Além disso, ele faz uma impiedosa análise do sistema político peruano, que serve para toda a América Latina e também para países de outros continentes.
Liberdade
Vargas Llosa não poupa nem mesmo o Liberdade, movimento criado por ele e alguns partidários. O Movimento Liberdade era radicalmente liberal com um conjunto de propostas “neoliberais”.
Relata como os oportunistas “com uma pequena corte ou séquito de parentes, amigos e protegidos” se apresentavam a ele “como dirigentes populares”, trocando de ideologia e partido como “quem muda de camisa”.
“Eram sempre eles que, depois das manifestações, tentavam carregar-me nos ombros – costume ridículo, imitação dos toureiros, de que cheguei a ser obrigado a defender-me a pontapés (…) Lidar com caciques, tolerar os caciques, servir-me dos caciques, foi coisa que jamais soube fazer” (pág. 165)
E viu, na campanha do segundo turno, “os níveis de imundícies em que tanto os meus partidários como meus adversários haveriam de incorrer”.
De bônus, intercalando capítulos com o relato das eleições, suas memórias mais antigas.

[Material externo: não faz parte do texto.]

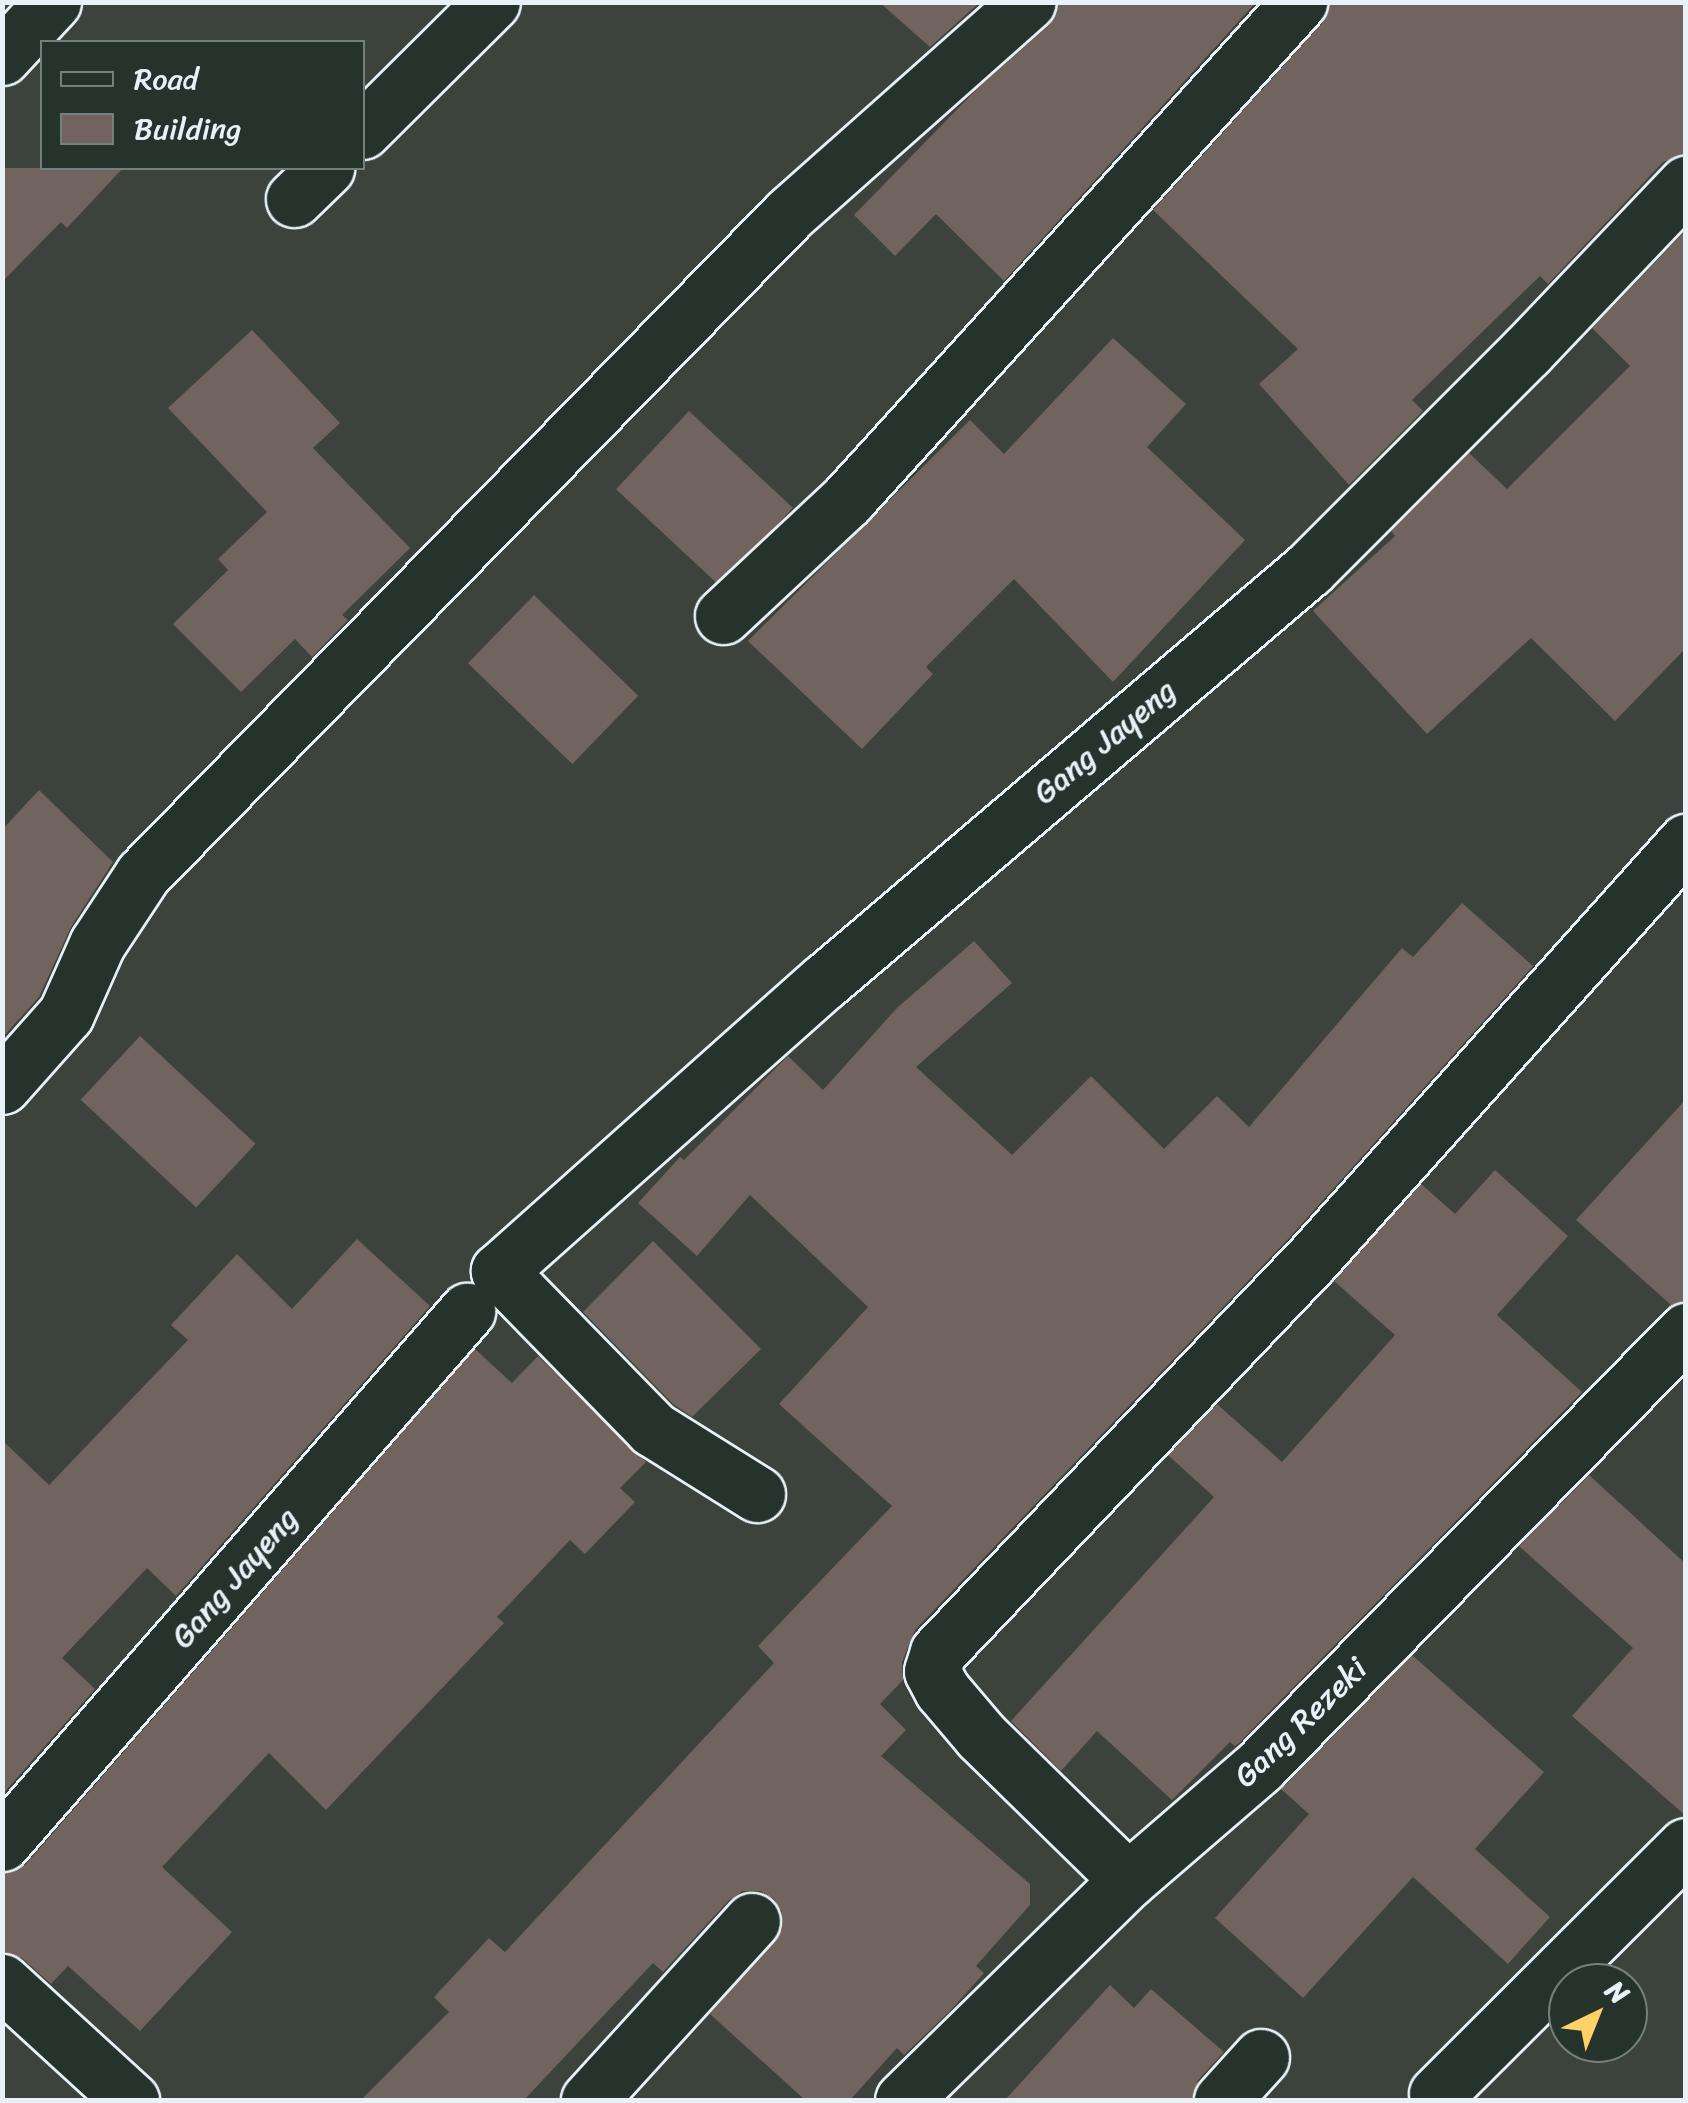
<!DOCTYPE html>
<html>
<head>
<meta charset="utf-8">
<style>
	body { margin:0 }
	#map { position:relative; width:1688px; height:2103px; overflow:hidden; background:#3c423c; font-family:Sriracha,sans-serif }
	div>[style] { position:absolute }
	.building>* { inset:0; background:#71645e; transform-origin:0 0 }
	.roads { filter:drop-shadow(2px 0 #e8f1f8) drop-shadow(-2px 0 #e8f1f8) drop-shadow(0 2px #e8f1f8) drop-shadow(0 -2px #e8f1f8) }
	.street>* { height:55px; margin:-27.5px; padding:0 27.5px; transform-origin:27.5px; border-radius:27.5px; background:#26332d }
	span { translate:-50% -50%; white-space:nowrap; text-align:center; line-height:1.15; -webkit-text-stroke:8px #26332d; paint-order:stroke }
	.street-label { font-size:32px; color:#e8f1f8 }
	.frame { position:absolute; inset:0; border:5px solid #e8f1f8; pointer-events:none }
	.legend { position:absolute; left:40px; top:40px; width:325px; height:130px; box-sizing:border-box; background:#26332d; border:2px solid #747f7e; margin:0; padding:12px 18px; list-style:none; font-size:30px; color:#e8f1f8 }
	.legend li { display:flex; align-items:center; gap:20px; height:50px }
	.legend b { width:50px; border:2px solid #747f7e }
	.north { position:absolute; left:1548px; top:1963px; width:100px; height:100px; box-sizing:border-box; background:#26332d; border:2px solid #747f7e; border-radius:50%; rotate:43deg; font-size:28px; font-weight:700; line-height:40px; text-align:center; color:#e8f1f8 }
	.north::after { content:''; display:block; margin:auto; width:35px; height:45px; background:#ffd166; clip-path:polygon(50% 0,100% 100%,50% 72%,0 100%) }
</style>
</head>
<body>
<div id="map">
	<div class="building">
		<i style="clip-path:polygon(879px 2px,980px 2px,930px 47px)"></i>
		<i style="clip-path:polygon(1058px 2px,1256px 2px,1004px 281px,936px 214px,895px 256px,854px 215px,978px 88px,1049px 25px)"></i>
		<i style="clip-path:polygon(1329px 2px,1686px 2px,1686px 154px,1663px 162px,1548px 284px,1540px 276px,1412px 400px,1423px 411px,1349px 485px,1259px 384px,1298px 349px,1153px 210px,1322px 23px)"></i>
		<i style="clip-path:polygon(2px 168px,123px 168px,67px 228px,61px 222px,2px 282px)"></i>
		<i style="clip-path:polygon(1686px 230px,1686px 648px,1615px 721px,1531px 638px,1427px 734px,1313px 611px,1395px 536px,1391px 531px,1469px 453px,1507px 489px,1630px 366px,1592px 328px)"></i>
		<i style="clip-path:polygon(252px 330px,340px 423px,313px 448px,410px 548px,342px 615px,348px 620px,312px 657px,295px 639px,241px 692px,173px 624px,228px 570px,218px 559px,267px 512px,168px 408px)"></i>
		<i style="clip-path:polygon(1113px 338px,1186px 404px,1147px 447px,1245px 540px,1113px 682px,1014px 579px,926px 667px,933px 674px,862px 749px,748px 641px,970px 420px,1004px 454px)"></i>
		<i style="left:689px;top:411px;width:142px;height:107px;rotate:43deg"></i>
		<i style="left:534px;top:595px;width:145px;height:95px;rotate:44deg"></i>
		<i style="clip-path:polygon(39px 790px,113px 862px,71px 927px,39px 997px,2px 1038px,2px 830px)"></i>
		<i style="clip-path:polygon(1462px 903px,1533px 966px,1290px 1237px,915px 1630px,902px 1662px,903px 1680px,880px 1704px,906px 1730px,881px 1756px,1030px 1884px,1030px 1905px,976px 1966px,984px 1973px,950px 2011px,904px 2055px,897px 2048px,850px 2100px,805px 2100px,710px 2014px,782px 1929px,782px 1912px,774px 1899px,760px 1891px,743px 1891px,729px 1900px,663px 1972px,653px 1963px,524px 2100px,361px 2100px,449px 2012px,434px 1997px,489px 1938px,505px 1952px,774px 1663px,758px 1646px,892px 1506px,779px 1404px,868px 1307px,750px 1195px,697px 1256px,638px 1203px,680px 1157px,684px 1160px,788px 1056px,823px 1090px,897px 1008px,974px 941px,1012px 983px,916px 1067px,1012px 1155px,1091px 1076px,1164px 1149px,1217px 1096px,1249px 1127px,1402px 948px,1413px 957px)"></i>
		<i style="left:140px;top:1036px;width:158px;height:87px;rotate:43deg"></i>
		<i style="clip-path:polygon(1686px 1099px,1686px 1301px,1671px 1305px,1576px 1220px)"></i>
		<i style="clip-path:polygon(1495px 1170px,1568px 1236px,1497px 1315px,1582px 1392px,1239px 1743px,1235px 1746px,1230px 1742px,1172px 1800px,1097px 1731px,1061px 1771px,1011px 1721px,1214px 1497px,1168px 1455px,1217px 1404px,1282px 1462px,1395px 1335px,1334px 1281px,1421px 1184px,1455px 1214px)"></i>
		<i style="clip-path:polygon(357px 1239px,430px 1306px,176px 1596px,147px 1568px,62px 1658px,95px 1689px,2px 1795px,2px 1440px,49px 1485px,188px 1340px,171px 1325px,237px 1254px,292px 1309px)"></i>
		<i style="clip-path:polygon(653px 1241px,761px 1349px,692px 1417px,673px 1404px,583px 1312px)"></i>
		<i style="clip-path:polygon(475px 1349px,512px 1383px,538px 1356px,646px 1462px,620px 1488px,635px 1502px,585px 1554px,570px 1540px,497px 1617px,504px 1623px,326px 1810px,269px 1753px,162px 1867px,232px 1932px,140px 2031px,68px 1966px,51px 1984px,22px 1958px,5px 1952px,2px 1873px,26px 1864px)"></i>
		<i style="clip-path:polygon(1589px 1475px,1686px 1564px,1686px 1816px,1572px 1716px,1633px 1648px,1519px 1546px)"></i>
		<i style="clip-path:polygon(1412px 1655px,1544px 1772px,1475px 1849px,1550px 1917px,1508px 1964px,1413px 1877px,1303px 1998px,1215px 1918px,1309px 1814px,1281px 1789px)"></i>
		<i style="clip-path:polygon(1110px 1985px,1134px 2008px,1151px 1989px,1224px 2052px,1198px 2080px,1192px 2100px,1005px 2100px)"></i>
	</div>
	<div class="roads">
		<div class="street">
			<i style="left:2px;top:57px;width:75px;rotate:-47.2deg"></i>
			<i style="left:362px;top:131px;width:183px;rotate:-44.8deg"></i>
			<i style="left:294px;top:199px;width:45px;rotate:-44.1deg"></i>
			<i style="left:723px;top:616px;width:170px;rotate:-43.1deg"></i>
			<i style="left:847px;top:500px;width:673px;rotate:-47.77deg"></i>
			<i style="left:2px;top:1086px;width:96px;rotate:-48.4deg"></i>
			<i style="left:66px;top:1014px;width:77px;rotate:-66.1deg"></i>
			<i style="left:97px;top:944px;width:84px;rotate:-56.7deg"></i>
			<i style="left:143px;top:874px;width:924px;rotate:-45.61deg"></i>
			<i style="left:789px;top:214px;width:319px;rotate:-41.6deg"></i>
			<i style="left:757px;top:1494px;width:123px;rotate:-148deg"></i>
			<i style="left:653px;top:1429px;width:221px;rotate:-134.3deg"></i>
			<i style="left:499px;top:1271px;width:436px;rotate:-41.7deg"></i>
			<i style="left:825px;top:981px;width:636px;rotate:-40.41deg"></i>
			<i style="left:1309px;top:569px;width:308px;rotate:-45deg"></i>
			<i style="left:1527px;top:351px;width:231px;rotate:-46.4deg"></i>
			<i style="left:2px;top:1843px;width:707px;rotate:-48.84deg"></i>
			<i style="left:1128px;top:1880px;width:206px;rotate:-135.6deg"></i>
			<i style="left:981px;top:1736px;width:60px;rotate:-130.3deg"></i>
			<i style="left:942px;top:1690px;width:21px;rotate:-118deg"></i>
			<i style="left:932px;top:1671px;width:20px;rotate:-72deg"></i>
			<i style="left:938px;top:1652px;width:544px;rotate:-46.42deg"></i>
			<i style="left:1313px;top:1258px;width:559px;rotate:-48.12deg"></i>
			<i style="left:2px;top:1982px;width:175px;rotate:42.5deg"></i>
			<i style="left:1437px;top:2094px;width:351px;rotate:-44.9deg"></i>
			<i style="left:589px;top:2100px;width:242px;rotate:-47.7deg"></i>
			<i style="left:903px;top:2100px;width:315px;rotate:-44.4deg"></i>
			<i style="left:1128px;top:1880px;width:174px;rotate:-40.8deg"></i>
			<i style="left:1260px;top:1766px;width:609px;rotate:-45.6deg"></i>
			<i style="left:1222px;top:2100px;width:58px;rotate:-47.8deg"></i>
		</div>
	</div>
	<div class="street-label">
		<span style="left:1105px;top:742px;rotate:-40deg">Gang Jayeng</span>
		<span style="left:235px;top:1578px;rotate:-49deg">Gang Jayeng</span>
		<span style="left:1301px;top:1723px;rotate:-44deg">Gang Rezeki</span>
	</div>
	<div class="frame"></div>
	<ul class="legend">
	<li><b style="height:12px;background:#26332d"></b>Road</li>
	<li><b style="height:28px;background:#71645e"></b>Building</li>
	</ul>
	<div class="north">N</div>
</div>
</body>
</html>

Vou transcrever alguns trechos do livro (edição de 1993, da Companhia das Letras). Leia a seguir.
Mobilização publicitária
“Depois, em janeiro de 1990, quando deveríamos ter retomado a campanha de idéias, vimo-nos a braços com a formidável mobilização publicitária de descrédito voltada para a desvirtuação de nossas propostas com ataques à minha pessoa, apresentando-me como pornógrafo, incestuoso, cúmplice dos assassinos de Uchuraccay, sonegador de impostos e vários horrores mais.” (pág. 364)
Pornógrafo
“Um delas [as manobras dos adversários] me apresentava como pervertido e pornógrafo: a prova disso seria meu romance Elogio da Madrasta, que foi lido inteiro, à razão de um capítulo por dia, pelo canal 7, do Estado, no horário de audiência máxima.” (pág. 408)
Cavalo de batalha
“Outro cavalo de batalha da Apra [partido do governo] era meu ‘ateísmo’. ‘Peruano! Você quer um ateu na presidência do Peru?’, interrogava uma clipe exibido pela televisão onde aparecia um rosto semimonstruoso – o meu…” (pág. 409)
Peruanos
“Estávamos discutindo [no comitê que funcionava em sua própria casa] quando ouvi, na rua, que os manifestantes haviam começado a gritar slogans de coloração racista e nacionalista – ‘Mário sim é peruano’. ‘Queremos um peruano’, além de outros insultantes – e, indignado, saí para falar com eles do terraço de minha casa, com a ajuda de um megafone. Era inconcebível que as pessoas que me apoiavam fizessem discriminação entre os peruanos em razão da pele. [...] Era possível ser peruano sendo branco, índio, chinês, negro ou japonês. O engenheiro Fujimori era tão peruano quanto eu.” (pág. 466)
Campanha negativa
“[Quando a sua assessoria tenta convencê-lo de que seria preciso uma campanha negativa contra Fujimori] Eu disse que só daria a minha aprovação à divulgação de informações comprováveis. Mas daquela reunião em diante pude intuir os escabrosos níveis de imundícies em que tanto os meus partidários como meus adversários haveriam de incorrer nas semanas subseqüentes.” (pág. 477)
Guerra religiosa
“A partir desse momento a luta eleitoral foi adotando uma fisionomia de guerra religiosa, em que os ingênuos temores, os preconceitos e as armas limpas se misturavam aos sujos golpes baixos e às mais pérfidas manobras, de um e outro lado, a extremos que beiravam a farsa e o surrealismo”. (pág. 483)
Impulsos obscuros
“Durante os dois meses de campanha para o segundo turno tentei resumir nossa proposta em algumas idéias, que repeti, incansavelmente, da maneira mais simples e direta, sob um invólucro de imagens populares. Mas as pesquisas semanais foram mostrando com clareza cada vez maior que a imensa maioria tomava sua decisão de voto por causa das pessoas e de impulsos obscuros, nunca por programas.” (pág. 174)
Circe
“Mas, naquele ponto da campanha, eu já sabia que no Peru são raros os políticos a quem essa Circe [bruxa] que é a política não transforma em porcos.” (pág. 408)
Aprendizado
“Muita coisa aprendi no processo eleitoral, e a pior delas foi descobrir que a crise peruana não devia ser medida apenas em termos de contrates, derrocada da instituições, aumento acelerado da violência; ao mesmo tempo tudo isso somado criara determinadas condições nas quais o funcionamento da democracia passava a ser uma espécie de paródia na qual os mais cínicos e espertos sempre levavam a melhor.” (pág. 504)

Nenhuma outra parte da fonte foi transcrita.